*1041Appeal from a judgment of the Jefferson County Court (Lee Clary, J.), rendered March 8, 1991. The judgment convicted defendant, upon a jury verdict, of murder in the second degree and petit larceny.
It is hereby ordered that the judgment so appealed from be and the same hereby is unanimously affirmed.

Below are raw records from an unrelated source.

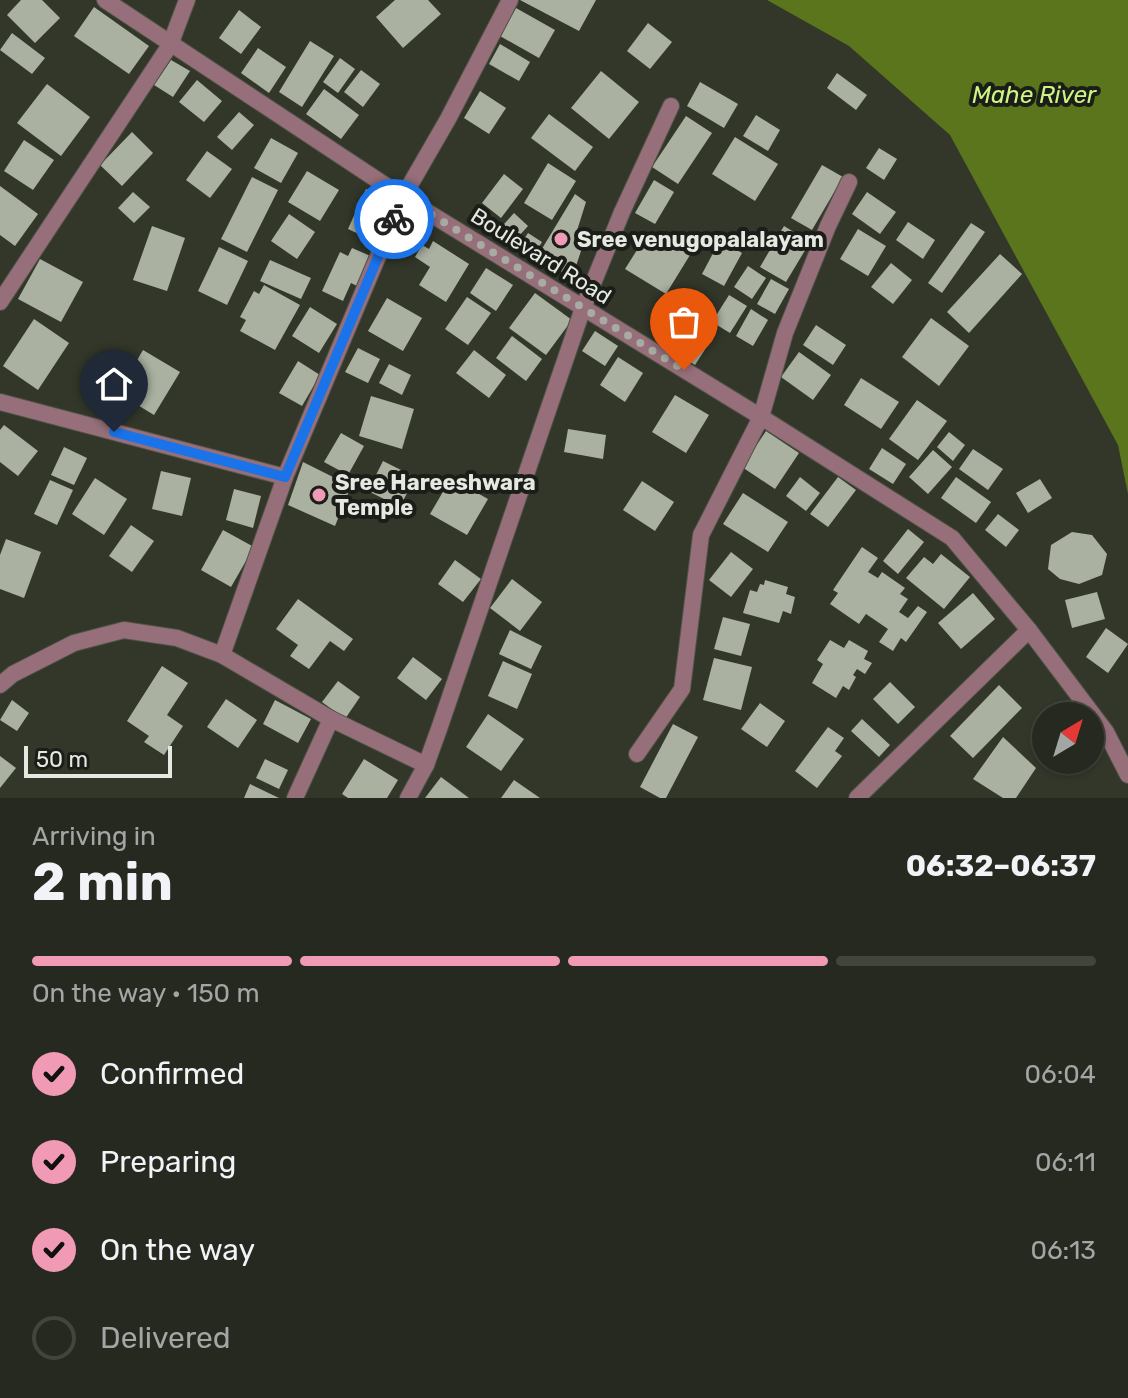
<!DOCTYPE html>
<meta charset="utf-8">
<style>
:root{--surface:#262920;--page:#2e3129;--text:#f1f3f6;--muted:#a4a6a5;--line:#42453e;--accent:#f09ab5}
body{margin:0;font-family:Rubik,sans-serif;background:var(--page);color:var(--text);height:100vh;display:flex;flex-direction:column;font-size:30px;white-space:nowrap}
*{box-sizing:border-box;margin:0}
p{font-size:26px;color:var(--muted)}
.icon{flex:none;width:44px;height:44px;fill:none;stroke:currentColor;stroke-width:2;stroke-linecap:round;stroke-linejoin:round}
.map{position:relative;height:798px;overflow:hidden}
.details{display:flex;flex-direction:column;background:var(--surface);flex:1}
.details>*{flex:none}
.needle{width:52px;rotate:38deg}
.buttons{position:absolute;left:1032px;top:702px;display:grid;gap:16px}
.buttons a{display:grid;place-items:center;width:72px;height:72px;border-radius:50%;background:var(--surface);box-shadow:0 2px 6px #0004,0 0 0 2px var(--line);font-size:40px}
.scale{position:absolute;left:24px;bottom:20px;width:148px;box-sizing:border-box;padding-left:8px;border:4px solid #e6e9e1;border-top:0;font-size:22px;line-height:28px;white-space:nowrap;color:#e6e9e1;-webkit-text-stroke:6px #1b1e18;paint-order:stroke}
.pin{position:absolute;display:grid;place-items:center;width:68px;height:68px;color:#fff;margin:-82px -34px;border-radius:50% 50% 50% 0;rotate:-45deg;box-shadow:0 0 8px #0007}
.pin .icon{rotate:45deg}
.courier{position:absolute;display:grid;place-items:center;width:80px;height:80px;margin:-40px;border:6px solid #1a73e8;border-radius:50%;background:#fff;color:#222;box-shadow:0 2px 10px #0007}
.head em{font-style:normal;font-weight:700}
.head div{display:flex;flex-direction:column-reverse}
.head{display:flex;align-items:center;justify-content:space-between;height:136px;padding:0 32px}
h1{font-size:52px;font-weight:700;line-height:60px}
.bar{display:grid;grid-template-columns:repeat(4,1fr);gap:12px 8px;align-content:center;height:96px;padding:0 32px}
.bar i{height:10px;border-radius:6px;background:var(--line)}
.bar .current{background:var(--accent)}
.bar p{grid-column:span 4}
ol{padding:0 32px;list-style:none}
li{display:flex;align-items:center;gap:24px;height:88px}
li p{margin-inline-start:auto}
li .icon{padding:8px;border-radius:50%;background:var(--accent);color:#111;stroke-width:4}
li:last-child{color:var(--muted)}
li i{width:44px;height:44px;border:4px solid var(--line);border-radius:50%}
.map>svg:first-child{display:block}
.water{fill:#5b751c}
.building{fill:#aab1a1}
.lines{fill:none;stroke-linecap:round;stroke-linejoin:round}
.street-casing{stroke:#4f5347;stroke-width:18}
.street{stroke:#966f7a;stroke-width:16}
.done{stroke:#a7aba1;stroke-width:8;stroke-dasharray:0 14.4}
.route{stroke:#1a73e8;stroke-width:10}
.poi-dot{fill:#f09ab5;stroke:#1b1e18;stroke-width:3}
.labels{text-anchor:middle;dominant-baseline:central;stroke-width:8;stroke-linejoin:round;paint-order:stroke}
.poi-label{font-size:22px;font-weight:bold;fill:#e6e9e1;stroke:#1b1e18;text-anchor:start}
.street-label{font-size:22px;fill:#e6e9e1;stroke:#1b1e18}
.water-label{font-size:24px;font-style:italic;fill:#cef583;stroke:#1b1e18}
</style>
<div class="map">
<svg width="1128" height="798" viewBox="0 0 1128 798">
<rect width="100%" height="100%" fill="#32372a"/>
<!-- water -->
<polygon class="water" points="767,0 1128,0 1128,494 1118,445 950,135 849,46"/>
<!-- building -->
<g class="building">
<polygon points="21,0 42,0 60,18 35,43 7,15"/>
<polygon points="395,0 428,0 441,14 403,48 376,17"/>
<polygon points="520,0 596,0 579,31"/>
<polygon points="94,7 149,46 129,74 74,36"/>
<polygon points="516,8 555,30 539,58 500,36"/>
<polygon points="239,10 261,27 241,54 219,38"/>
<polygon points="648,23 672,42 650,69 627,51"/>
<polygon points="12,33 45,58 32,74 0,50"/>
<polygon points="310,41 334,56 302,107 279,92"/>
<polygon points="500,44 530,62 519,81 489,64"/>
<polygon points="258,48 286,67 269,93 241,73"/>
<polygon points="340,58 355,69 338,93 323,82"/>
<polygon points="171,60 190,71 173,97 154,85"/>
<polygon points="361,70 380,84 363,107 344,92"/>
<polygon points="601,71 639,102 609,139 571,108"/>
<polygon points="837,73 867,95 856,110 827,88"/>
<polygon points="197,80 222,101 204,122 179,102"/>
<polygon points="700,82 738,104 724,128 687,106"/>
<polygon points="47,84 90,117 61,156 17,123"/>
<polygon points="324,89 359,115 341,139 306,114"/>
<polygon points="480,91 506,108 489,134 464,118"/>
<polygon points="239,112 254,125 232,150 217,137"/>
<polygon points="549,114 593,147 575,171 531,138"/>
<polygon points="756,115 780,130 768,151 743,136"/>
<polygon points="686,116 712,133 678,184 652,167"/>
<polygon points="132,132 153,153 122,186 100,165"/>
<polygon points="735,137 778,164 755,201 712,174"/>
<polygon points="271,138 298,153 281,183 254,168"/>
<polygon points="24,140 54,160 33,190 4,171"/>
<polygon points="879,148 897,159 884,180 866,168"/>
<polygon points="207,151 232,169 210,198 186,180"/>
<polygon points="548,163 576,181 552,220 524,203"/>
<polygon points="822,165 843,177 812,230 791,218"/>
<polygon points="307,171 339,190 320,221 288,202"/>
<polygon points="504,174 523,189 501,218 482,203"/>
<polygon points="252,177 278,190 247,252 221,239"/>
<polygon points="654,180 674,192 655,224 635,213"/>
<polygon points="0,186 38,214 15,246 0,235"/>
<polygon points="366,189 394,202 376,242 348,229"/>
<polygon points="133,192 150,207 134,223 118,208"/>
<polygon points="867,192 896,212 880,234 852,214"/>
<polygon points="575,194 586,202 574,240 583,245 572,278 537,257"/>
<polygon points="514,213 528,226 509,247 495,234"/>
<polygon points="289,214 315,232 297,259 271,241"/>
<polygon points="908,222 935,240 923,259 896,240"/>
<polygon points="971,223 985,232 942,293 928,283"/>
<polygon points="152,226 185,238 167,291 133,280"/>
<polygon points="784,226 810,242 786,282 760,267"/>
<polygon points="858,229 886,246 868,276 840,259"/>
<polygon points="649,231 690,255 666,294 625,269"/>
<polygon points="528,233 542,242 532,258 517,250"/>
<polygon points="720,240 742,253 724,286 702,274"/>
<polygon points="433,241 469,264 446,302 419,285 430,267 415,257 422,245 429,249"/>
<polygon points="219,247 248,261 227,305 198,291"/>
<polygon points="352,248 373,257 359,287 351,283 343,301 322,291 340,252 348,256"/>
<polygon points="1000,254 1022,274 969,333 947,312"/>
<polygon points="40,259 83,282 61,322 18,299"/>
<polygon points="270,260 311,278 301,299 260,281"/>
<polygon points="891,263 912,280 893,304 871,287"/>
<polygon points="748,266 766,278 752,299 734,287"/>
<polygon points="486,268 513,285 496,311 470,293"/>
<polygon points="771,279 789,289 775,314 757,304"/>
<polygon points="264,285 300,305 275,350 240,331 246,320 240,317 254,291 259,294"/>
<polygon points="535,293 572,320 546,355 509,328"/>
<polygon points="729,295 747,306 730,333 712,322"/>
<polygon points="467,297 491,313 468,345 445,329"/>
<polygon points="387,298 422,318 403,351 368,331"/>
<polygon points="310,307 337,324 319,353 292,336"/>
<polygon points="751,309 768,320 753,346 736,336"/>
<polygon points="682,313 715,334 695,365 662,344"/>
<polygon points="931,318 969,346 939,386 902,357"/>
<polygon points="34,319 69,343 38,390 3,366"/>
<polygon points="816,325 846,345 833,365 803,345"/>
<polygon points="595,331 618,346 605,366 582,351"/>
<polygon points="512,336 542,359 526,381 496,358"/>
<polygon points="358,348 380,359 368,383 345,372"/>
<polygon points="143,350 180,372 154,415 118,393"/>
<polygon points="474,350 506,375 489,398 456,373"/>
<polygon points="799,352 831,375 813,400 781,377"/>
<polygon points="618,357 643,373 625,402 600,385"/>
<polygon points="298,361 320,375 302,406 279,393"/>
<polygon points="389,364 411,375 402,395 379,383"/>
<polygon points="861,378 899,402 881,429 844,405"/>
<polygon points="675,395 709,415 686,453 652,432"/>
<polygon points="371,396 414,409 402,449 359,436"/>
<polygon points="917,400 947,421 918,460 889,439"/>
<polygon points="4,425 38,451 18,476 0,462 0,430"/>
<polygon points="568,429 606,435 603,459 564,452"/>
<polygon points="766,431 799,453 775,489 742,467"/>
<polygon points="949,432 965,445 953,461 937,447"/>
<polygon points="341,433 364,446 348,475 324,462"/>
<polygon points="64,447 87,458 74,485 51,475"/>
<polygon points="882,448 906,464 893,484 869,469"/>
<polygon points="973,449 1003,469 988,490 959,469"/>
<polygon points="933,450 952,467 928,494 909,477"/>
<polygon points="383,461 415,477 400,507 368,491"/>
<polygon points="303,462 351,486 335,526 288,505"/>
<polygon points="161,471 191,478 182,516 152,509"/>
<polygon points="800,477 820,493 806,511 786,496"/>
<polygon points="838,477 856,490 828,527 810,514"/>
<polygon points="956,477 991,502 976,523 941,498"/>
<polygon points="95,478 127,499 104,535 72,514"/>
<polygon points="451,478 488,499 467,535 430,514"/>
<polygon points="1040,479 1052,498 1028,513 1016,493"/>
<polygon points="50,480 73,490 57,525 34,514"/>
<polygon points="642,481 674,502 655,531 623,510"/>
<polygon points="234,489 261,496 253,528 226,520"/>
<polygon points="743,493 788,522 768,552 723,524"/>
<polygon points="998,514 1019,530 1006,547 985,530"/>
<polygon points="131,525 154,541 132,572 109,556"/>
<polygon points="908,529 924,542 898,574 883,561"/>
<polygon points="223,530 254,547 231,587 201,570"/>
<polygon points="1072,532 1092,535 1107,554 1102,575 1079,584 1060,579 1048,569 1051,545"/>
<polygon points="6,539 41,552 24,598 0,589 0,555"/>
<polygon points="862,547 878,558 868,572 878,578 882,572 905,588 900,594 908,599 899,612 908,618 918,606 927,612 906,642 901,638 893,651 879,642 888,629 866,614 859,624 830,604 838,593 833,590"/>
<polygon points="731,552 753,569 731,597 709,580"/>
<polygon points="941,554 970,577 944,609 906,578 924,557 933,564"/>
<polygon points="455,560 481,579 463,602 438,584"/>
<polygon points="512,579 542,602 520,631 490,608"/>
<polygon points="765,580 788,587 786,594 795,597 791,614 783,611 779,623 743,613 750,590 757,592 760,584 764,585"/>
<polygon points="1097,592 1105,619 1072,628 1065,600"/>
<polygon points="973,593 995,619 961,649 938,623"/>
<polygon points="298,599 353,639 344,651 330,641 309,669 290,656 298,645 276,629"/>
<polygon points="723,617 750,624 741,656 714,649"/>
<polygon points="1106,628 1128,644 1108,673 1086,657"/>
<polygon points="510,630 542,646 531,669 499,654"/>
<polygon points="830,640 844,648 849,640 868,651 864,659 872,663 865,674 857,669 853,675 856,677 849,690 843,686 836,698 812,683 823,664 817,660"/>
<polygon points="413,657 442,679 426,700 397,678"/>
<polygon points="714,658 752,667 741,710 703,700"/>
<polygon points="503,661 532,674 517,709 488,696"/>
<polygon points="162,666 188,683 167,715 183,726 164,755 144,742 149,736 127,721"/>
<polygon points="338,681 360,697 345,719 322,702"/>
<polygon points="890,682 915,707 898,724 873,699"/>
<polygon points="999,685 1022,708 973,758 950,736"/>
<polygon points="226,699 257,720 238,748 207,727"/>
<polygon points="12,700 29,713 17,731 0,720"/>
<polygon points="275,700 311,719 298,743 263,724"/>
<polygon points="760,703 785,721 767,747 741,729"/>
<polygon points="488,714 524,739 501,771 466,747"/>
<polygon points="862,719 890,745 879,757 851,731"/>
<polygon points="673,724 698,737 666,798 660,798 640,787"/>
<polygon points="828,727 844,738 835,751 842,756 817,788 795,771"/>
<polygon points="1003,737 1036,768 1016,798 1003,798 973,779"/>
<polygon points="0,756 16,768 0,788"/>
<polygon points="265,759 288,770 279,789 256,778"/>
<polygon points="364,759 398,780 387,798 348,798 342,794"/>
<polygon points="441,777 469,798 425,798"/>
<polygon points="514,780 540,798 501,798"/>
<polygon points="250,784 279,798 244,798"/>
</g>
<g class="lines">
<defs>
<g id="street">
<polyline points="105,0 403,197 761,417 952,538 1029,630 1106,732 1128,775"/>
<polyline points="0,302 170,45 187,0"/>
<polyline points="0,402 285,477"/>
<polyline points="222,655 285,477 403,197 448,119 510,0"/>
<polyline points="0,685 13,674 74,643 124,630 177,638 222,655 331,719 426,765"/>
<polyline points="637,754 682,689 701,535 761,417 785,333 828,226 849,182"/>
<polyline points="295,798 331,719"/>
<polyline points="408,798 426,765 439,729 583,308 622,212 671,106"/>
<polyline points="857,798 1029,630"/>
</g>
</defs>
<!-- street casing -->
<use href="#street" class="street-casing"/>
<!-- street -->
<use href="#street" class="street"/>
</g>
<g class="lines">
<!-- done -->
<polyline class="done" points="394,219 403,197 684,370"/>
<!-- route -->
<polyline class="route" points="114,432 285,477 394,219"/>
</g>
<!-- markers -->
<g class="poi-dot">
<circle cx="561" cy="239" r="8"/>
<circle cx="319" cy="495" r="8"/>
</g>
<g class="labels">
<!-- poi labels -->
<g class="poi-label">
<text x="577" y="239">Sree venugopalalayam</text>
<text x="335" y="482">Sree Hareeshwara<tspan x="335" dy="25">Temple</tspan></text>
</g>
<!-- street labels -->
<g class="street-label">
<text transform="translate(541 256) rotate(32)">Boulevard Road</text>
</g>
<!-- water labels -->
<g class="water-label">
<text x="1034" y="95">Mahe River</text>
</g>
</g>
</svg>
<div class="buttons">
<a><svg class="needle" viewBox="-14 -14 28 28"><path d="M0-13l5 13h-10z" fill="#e53935"/><path d="M0 13l5-13h-10z" fill="#a4a6a5"/></svg></a>
</div>
<div class="scale">50 m</div>
<div class="pin" style="left:684px;top:370px;background:#ea580c"><svg class="icon" aria-label="bag" viewBox="0 0 24 24"><path d="M5 8h14l-1 12H6zM9 8a3 3 0 0 1 6 0"/></svg></div>
<div class="pin" style="left:114px;top:432px;background:#1f2937"><svg class="icon" aria-label="home" viewBox="0 0 24 24"><path d="M3 11l9-7 9 7M6 9v11h12V9"/></svg></div>
<div class="courier" style="left:394px;top:219px"><svg class="icon" aria-label="bike" viewBox="0 0 24 24"><circle cx="6" cy="16" r="4"/><circle cx="18" cy="16" r="4"/><path d="M6 16l4-8h5l3 8M10 8l3 8H6M13 5h3"/></svg></div>
</div>
<section class="details">
<div class="head"><div><h1>2 min</h1><p>Arriving in</p></div><em>06:32–06:37</em></div>
<div class="bar"><i class="current"></i><i class="current"></i><i class="current"></i><i></i><p>On the way · 150 m</p></div>
<ol>
<li><svg class="icon" aria-label="check" viewBox="0 0 24 24"><path d="M5 12l5 5 9-10"/></svg>Confirmed<p>06:04</p></li>
<li><svg class="icon" aria-label="check" viewBox="0 0 24 24"><path d="M5 12l5 5 9-10"/></svg>Preparing<p>06:11</p></li>
<li><svg class="icon" aria-label="check" viewBox="0 0 24 24"><path d="M5 12l5 5 9-10"/></svg>On the way<p>06:13</p></li>
<li><i></i>Delivered</li>
</ol>
</section>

Memorandum: In appeal No. 1, defendant appeals from an order denying his CPL 440.10 motion to vacate the judgment in appeal No. 2 and, in appeal No. 2, he appeals from a judgment convicting him upon a jury verdict of murder in the second degree (Penal Law § 125.25 [1]) and petit larceny (§ 155.25). Defendant contends that County Court erred in denying his motion to disqualify the District Attorney’s office because the victim’s boyfriend is related to an employee of that office. We reject that contention inasmuch as defendant failed to establish “actual prejudice arising from a demonstrated conflict of interest or a substantial risk of an abuse of confidence” (Matter of Schumer v Holtzman, 60 NY2d 46, 55 [1983]; see People v Martin, 2 AD3d 1336, 1337 [2003], lv denied 1 NY3d 630 [2004]). We reject defendant’s further contention that reversal is required based on the court’s charge with respect to circumstantial evidence. Although the court failed to use the words “moral certainty,” the court otherwise properly instructed the jury with respect to the burden of proof in this circumstantial evidence case (see People v Sanchez, 61 NY2d 1022, 1024 [1984]). The contention of defendant concerning prosecutorial misconduct on summation is not preserved for our review (see CPL 470.05 [2]) and, in any event, we reject his contention that he was deprived of a fair trial by prosecutorial misconduct (see People v Rubin, 101 AD2d 71, 78 [1984], lv denied 63 NY2d 711 [1984]). Contrary to defendant’s further contention, the verdict is not against the weight of the evidence (see generally People v Bleakley, 69 NY2d 490, 495 [1987]). Finally, defendant received effective assistance of counsel (see generally People v Baldi, 54 NY2d 137, 147 [1981]). We have considered defendant’s remaining contention and conclude that it is without merit. Present— Green, J.P., Gorski, Smith, Lawton and Hayes, JJ.